__EXERCISE BRIEF__: The answer is the set of lines that include "Floris", copied from the data below.

(Recorded data)

•••••

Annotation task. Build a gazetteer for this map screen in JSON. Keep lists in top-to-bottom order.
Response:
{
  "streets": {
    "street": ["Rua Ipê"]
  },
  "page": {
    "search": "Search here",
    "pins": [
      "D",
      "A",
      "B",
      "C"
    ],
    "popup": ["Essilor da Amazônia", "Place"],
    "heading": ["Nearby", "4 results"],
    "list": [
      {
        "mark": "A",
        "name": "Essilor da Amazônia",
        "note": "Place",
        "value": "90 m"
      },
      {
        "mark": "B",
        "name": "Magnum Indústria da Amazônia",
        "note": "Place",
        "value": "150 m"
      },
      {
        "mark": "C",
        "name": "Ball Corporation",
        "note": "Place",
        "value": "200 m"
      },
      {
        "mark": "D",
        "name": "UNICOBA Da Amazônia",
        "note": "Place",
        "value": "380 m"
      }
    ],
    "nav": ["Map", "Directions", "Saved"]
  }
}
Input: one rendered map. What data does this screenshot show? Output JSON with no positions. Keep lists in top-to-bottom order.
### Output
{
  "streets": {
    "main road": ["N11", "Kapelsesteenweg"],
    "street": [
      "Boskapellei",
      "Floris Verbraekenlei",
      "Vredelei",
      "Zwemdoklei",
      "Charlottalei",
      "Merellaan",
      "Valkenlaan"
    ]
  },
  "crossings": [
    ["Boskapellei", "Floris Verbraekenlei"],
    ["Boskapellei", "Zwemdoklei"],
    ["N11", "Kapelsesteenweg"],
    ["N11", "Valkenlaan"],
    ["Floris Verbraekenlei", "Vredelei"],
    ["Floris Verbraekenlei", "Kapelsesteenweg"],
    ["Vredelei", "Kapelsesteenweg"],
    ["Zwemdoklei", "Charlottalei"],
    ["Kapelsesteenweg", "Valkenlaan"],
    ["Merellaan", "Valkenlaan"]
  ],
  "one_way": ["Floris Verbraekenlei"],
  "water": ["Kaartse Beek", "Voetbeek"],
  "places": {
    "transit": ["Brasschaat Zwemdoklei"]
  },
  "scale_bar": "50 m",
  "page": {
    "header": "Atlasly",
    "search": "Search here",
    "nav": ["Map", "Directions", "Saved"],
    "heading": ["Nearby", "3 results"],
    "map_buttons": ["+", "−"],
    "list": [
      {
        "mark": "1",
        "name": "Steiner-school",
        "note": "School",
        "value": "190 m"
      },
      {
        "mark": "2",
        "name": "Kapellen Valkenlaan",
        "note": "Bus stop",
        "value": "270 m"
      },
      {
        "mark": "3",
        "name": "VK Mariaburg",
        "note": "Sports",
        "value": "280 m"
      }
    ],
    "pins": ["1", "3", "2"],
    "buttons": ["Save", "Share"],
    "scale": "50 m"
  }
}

•••••

__ANSWER BOX__:
      "Floris Verbraekenlei",
    ["Boskapellei", "Floris Verbraekenlei"],
    ["Floris Verbraekenlei", "Vredelei"],
    ["Floris Verbraekenlei", "Kapelsesteenweg"],
  "one_way": ["Floris Verbraekenlei"],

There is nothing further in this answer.